Monday, Feb. 18
“I bet you he’s going to decamp to Paris,” a fashion writer says as we cram into a crowded elevator of top editors on our way to Christopher Kane’s buzzing show. He’s been a London Fashion Week highlight for three years now. But public interest in him is now on high, ever since PPR (the power conglomerate behind Alexander McQueen and Stella McCartney) announced that it would be buying a 51 percent stake in his brand in January. His collection featured a whopping 60 looks and was really like three (or four or five?) shows in one, and they all impressively lived up to our outsized expectations.

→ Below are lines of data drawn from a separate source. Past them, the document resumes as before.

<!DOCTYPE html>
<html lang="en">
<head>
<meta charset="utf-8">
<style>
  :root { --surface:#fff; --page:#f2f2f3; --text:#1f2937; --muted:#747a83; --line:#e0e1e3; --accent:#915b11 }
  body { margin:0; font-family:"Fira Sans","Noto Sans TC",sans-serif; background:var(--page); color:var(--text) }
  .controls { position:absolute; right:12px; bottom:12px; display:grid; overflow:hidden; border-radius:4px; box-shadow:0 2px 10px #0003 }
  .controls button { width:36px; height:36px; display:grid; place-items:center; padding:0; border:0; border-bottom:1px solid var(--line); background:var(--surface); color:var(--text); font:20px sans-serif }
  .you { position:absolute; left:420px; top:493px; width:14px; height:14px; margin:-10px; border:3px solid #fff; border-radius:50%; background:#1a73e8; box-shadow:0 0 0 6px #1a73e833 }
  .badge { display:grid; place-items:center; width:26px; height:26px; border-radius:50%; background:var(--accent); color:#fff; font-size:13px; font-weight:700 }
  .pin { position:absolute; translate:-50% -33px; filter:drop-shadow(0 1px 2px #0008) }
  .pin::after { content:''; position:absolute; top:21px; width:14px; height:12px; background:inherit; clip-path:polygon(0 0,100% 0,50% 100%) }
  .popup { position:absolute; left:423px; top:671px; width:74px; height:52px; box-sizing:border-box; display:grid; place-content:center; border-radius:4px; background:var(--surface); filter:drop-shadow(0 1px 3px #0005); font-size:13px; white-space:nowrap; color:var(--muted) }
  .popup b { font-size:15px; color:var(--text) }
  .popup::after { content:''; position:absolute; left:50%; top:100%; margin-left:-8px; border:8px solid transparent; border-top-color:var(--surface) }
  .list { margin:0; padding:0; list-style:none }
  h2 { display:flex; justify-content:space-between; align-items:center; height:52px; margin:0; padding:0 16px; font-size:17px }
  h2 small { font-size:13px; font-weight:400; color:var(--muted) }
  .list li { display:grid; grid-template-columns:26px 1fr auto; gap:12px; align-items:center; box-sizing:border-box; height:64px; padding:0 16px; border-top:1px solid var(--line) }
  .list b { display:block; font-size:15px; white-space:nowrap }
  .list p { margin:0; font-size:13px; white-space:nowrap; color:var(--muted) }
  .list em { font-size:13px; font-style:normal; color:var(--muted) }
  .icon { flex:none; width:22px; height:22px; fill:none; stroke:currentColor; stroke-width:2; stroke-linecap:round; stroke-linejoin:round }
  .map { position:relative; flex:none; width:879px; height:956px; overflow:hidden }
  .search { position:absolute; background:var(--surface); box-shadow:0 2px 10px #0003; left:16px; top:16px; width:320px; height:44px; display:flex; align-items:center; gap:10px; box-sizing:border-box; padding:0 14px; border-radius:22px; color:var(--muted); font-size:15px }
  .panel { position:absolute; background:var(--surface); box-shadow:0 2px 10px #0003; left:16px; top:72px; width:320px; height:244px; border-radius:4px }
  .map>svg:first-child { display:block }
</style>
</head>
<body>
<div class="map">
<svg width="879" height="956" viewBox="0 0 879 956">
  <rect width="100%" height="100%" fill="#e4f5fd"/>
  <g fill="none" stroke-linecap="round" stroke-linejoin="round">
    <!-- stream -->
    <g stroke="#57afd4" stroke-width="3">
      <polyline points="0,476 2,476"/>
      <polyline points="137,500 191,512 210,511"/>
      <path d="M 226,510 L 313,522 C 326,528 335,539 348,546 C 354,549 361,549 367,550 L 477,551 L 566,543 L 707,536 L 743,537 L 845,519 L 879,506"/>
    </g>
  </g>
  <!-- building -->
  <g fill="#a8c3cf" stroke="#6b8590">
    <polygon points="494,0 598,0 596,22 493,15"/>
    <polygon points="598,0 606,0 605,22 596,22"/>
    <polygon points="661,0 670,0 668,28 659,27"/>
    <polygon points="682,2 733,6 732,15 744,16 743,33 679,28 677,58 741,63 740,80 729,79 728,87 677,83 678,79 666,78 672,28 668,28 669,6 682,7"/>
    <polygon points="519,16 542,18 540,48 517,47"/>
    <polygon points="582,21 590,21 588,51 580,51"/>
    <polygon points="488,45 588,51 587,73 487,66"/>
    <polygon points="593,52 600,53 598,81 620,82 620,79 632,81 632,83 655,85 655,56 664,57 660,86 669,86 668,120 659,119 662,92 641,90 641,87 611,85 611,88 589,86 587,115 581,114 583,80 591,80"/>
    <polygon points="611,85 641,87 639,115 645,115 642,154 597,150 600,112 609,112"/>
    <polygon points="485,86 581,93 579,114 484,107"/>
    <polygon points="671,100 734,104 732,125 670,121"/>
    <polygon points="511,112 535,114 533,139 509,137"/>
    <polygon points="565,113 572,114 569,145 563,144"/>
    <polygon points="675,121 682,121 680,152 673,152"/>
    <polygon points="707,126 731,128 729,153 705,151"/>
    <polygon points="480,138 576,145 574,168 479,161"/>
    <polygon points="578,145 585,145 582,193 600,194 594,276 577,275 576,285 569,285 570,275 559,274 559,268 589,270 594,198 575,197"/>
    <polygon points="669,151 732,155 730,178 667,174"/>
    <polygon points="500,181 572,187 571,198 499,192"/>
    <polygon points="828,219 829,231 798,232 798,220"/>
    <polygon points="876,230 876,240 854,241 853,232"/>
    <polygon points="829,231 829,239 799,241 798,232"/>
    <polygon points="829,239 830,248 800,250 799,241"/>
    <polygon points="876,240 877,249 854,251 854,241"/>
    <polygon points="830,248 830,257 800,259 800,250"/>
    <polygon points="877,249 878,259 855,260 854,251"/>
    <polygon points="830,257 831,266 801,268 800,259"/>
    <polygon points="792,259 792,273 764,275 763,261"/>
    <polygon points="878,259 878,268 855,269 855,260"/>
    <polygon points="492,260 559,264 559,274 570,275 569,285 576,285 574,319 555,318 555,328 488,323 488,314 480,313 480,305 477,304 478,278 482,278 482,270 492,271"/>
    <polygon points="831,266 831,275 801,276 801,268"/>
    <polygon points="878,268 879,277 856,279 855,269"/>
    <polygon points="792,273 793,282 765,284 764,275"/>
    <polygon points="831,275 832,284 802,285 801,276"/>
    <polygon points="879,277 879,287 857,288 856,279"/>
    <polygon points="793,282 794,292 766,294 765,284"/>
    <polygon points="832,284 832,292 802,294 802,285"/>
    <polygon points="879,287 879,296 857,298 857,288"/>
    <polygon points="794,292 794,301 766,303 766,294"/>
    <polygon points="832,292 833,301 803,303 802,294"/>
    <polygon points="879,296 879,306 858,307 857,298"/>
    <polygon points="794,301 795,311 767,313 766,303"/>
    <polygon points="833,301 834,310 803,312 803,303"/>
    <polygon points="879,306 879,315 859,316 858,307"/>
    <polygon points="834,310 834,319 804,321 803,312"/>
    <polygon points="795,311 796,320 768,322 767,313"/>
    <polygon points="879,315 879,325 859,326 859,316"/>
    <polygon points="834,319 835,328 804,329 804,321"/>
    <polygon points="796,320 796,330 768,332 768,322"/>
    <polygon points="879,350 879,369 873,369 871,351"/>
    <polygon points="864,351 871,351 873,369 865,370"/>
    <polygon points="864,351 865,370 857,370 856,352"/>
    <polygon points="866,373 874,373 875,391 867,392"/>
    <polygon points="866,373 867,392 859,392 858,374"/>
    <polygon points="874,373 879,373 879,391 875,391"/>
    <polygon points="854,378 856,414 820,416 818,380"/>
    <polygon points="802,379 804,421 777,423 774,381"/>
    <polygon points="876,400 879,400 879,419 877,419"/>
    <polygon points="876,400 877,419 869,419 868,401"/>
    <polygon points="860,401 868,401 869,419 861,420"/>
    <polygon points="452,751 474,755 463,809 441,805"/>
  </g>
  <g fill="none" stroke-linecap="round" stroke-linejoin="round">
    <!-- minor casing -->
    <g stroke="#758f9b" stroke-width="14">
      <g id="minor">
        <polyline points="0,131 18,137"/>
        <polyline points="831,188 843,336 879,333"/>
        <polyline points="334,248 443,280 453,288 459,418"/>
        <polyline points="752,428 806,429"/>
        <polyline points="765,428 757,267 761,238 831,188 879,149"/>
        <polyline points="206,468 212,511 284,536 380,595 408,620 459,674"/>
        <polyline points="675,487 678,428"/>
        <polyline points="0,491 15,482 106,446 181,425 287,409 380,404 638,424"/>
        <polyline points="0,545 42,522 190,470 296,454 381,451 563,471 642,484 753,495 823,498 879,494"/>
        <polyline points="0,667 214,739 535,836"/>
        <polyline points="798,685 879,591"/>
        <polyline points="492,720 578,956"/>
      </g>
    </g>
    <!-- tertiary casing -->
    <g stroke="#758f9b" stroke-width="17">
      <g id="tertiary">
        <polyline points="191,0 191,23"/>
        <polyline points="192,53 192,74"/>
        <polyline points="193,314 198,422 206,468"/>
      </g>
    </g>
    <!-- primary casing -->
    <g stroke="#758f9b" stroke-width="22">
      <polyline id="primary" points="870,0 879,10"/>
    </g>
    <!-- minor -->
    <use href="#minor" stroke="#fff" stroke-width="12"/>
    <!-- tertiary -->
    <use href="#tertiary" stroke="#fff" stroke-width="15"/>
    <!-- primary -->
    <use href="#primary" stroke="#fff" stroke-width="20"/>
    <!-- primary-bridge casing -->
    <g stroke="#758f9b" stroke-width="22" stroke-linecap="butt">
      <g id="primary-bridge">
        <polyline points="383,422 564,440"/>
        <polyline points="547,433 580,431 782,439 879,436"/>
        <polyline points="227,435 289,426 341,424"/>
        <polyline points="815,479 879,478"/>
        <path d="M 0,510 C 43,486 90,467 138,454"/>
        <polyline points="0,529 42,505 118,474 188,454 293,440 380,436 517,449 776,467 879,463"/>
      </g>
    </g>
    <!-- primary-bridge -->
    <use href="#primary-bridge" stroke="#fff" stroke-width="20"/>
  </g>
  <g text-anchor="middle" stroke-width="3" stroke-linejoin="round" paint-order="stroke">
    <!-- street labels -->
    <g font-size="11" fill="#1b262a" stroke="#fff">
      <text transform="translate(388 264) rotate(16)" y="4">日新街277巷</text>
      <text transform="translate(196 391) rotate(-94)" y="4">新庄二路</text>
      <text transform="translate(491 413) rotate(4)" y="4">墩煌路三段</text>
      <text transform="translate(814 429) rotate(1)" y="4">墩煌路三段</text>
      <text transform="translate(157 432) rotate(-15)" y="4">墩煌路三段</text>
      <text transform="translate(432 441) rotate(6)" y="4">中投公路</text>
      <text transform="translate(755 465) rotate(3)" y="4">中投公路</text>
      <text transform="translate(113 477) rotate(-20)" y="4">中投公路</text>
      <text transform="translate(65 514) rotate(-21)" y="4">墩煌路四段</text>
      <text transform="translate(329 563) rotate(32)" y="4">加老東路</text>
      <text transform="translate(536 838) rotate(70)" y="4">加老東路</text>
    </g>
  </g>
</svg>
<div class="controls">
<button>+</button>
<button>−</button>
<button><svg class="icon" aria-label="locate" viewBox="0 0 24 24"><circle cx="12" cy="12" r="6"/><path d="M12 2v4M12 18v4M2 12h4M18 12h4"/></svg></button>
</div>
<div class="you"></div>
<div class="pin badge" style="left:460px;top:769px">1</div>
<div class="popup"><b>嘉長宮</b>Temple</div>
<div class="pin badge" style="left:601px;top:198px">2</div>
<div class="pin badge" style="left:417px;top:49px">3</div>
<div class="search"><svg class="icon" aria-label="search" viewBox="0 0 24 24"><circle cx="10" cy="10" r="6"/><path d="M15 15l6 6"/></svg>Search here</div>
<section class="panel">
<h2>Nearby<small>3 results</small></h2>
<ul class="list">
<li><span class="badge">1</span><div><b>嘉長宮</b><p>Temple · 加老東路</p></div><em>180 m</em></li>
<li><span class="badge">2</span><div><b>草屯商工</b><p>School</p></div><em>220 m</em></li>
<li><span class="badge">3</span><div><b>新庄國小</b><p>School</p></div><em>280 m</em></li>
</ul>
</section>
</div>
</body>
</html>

From the beautifully understated opener (a tailored navy coat fastened with one simple, leather strap) to the showstopping closer (a futuristic color-blocked dress done in metallic tinsel), not to mention all of the vignettes in between (camouflage kilts! chunky fox furs! satin wide-leg trousers! peekaboo cocktail stunners! three-dimensional florals!), there was much to covet about this collection, which I’m guessing will be a career game-changer.
Feb. 18, 4 p.m.: Christopher Bailey showed a print for everyone in his dense collection for Burberry Prorsum: stripes, cow blotches, hearts, leopard spots, you name it. But if those hearts look familiar, it’s because they surfaced in the house’s menswear collection last month. Consider them to fall 2013 what that cute owl was for fall 2012.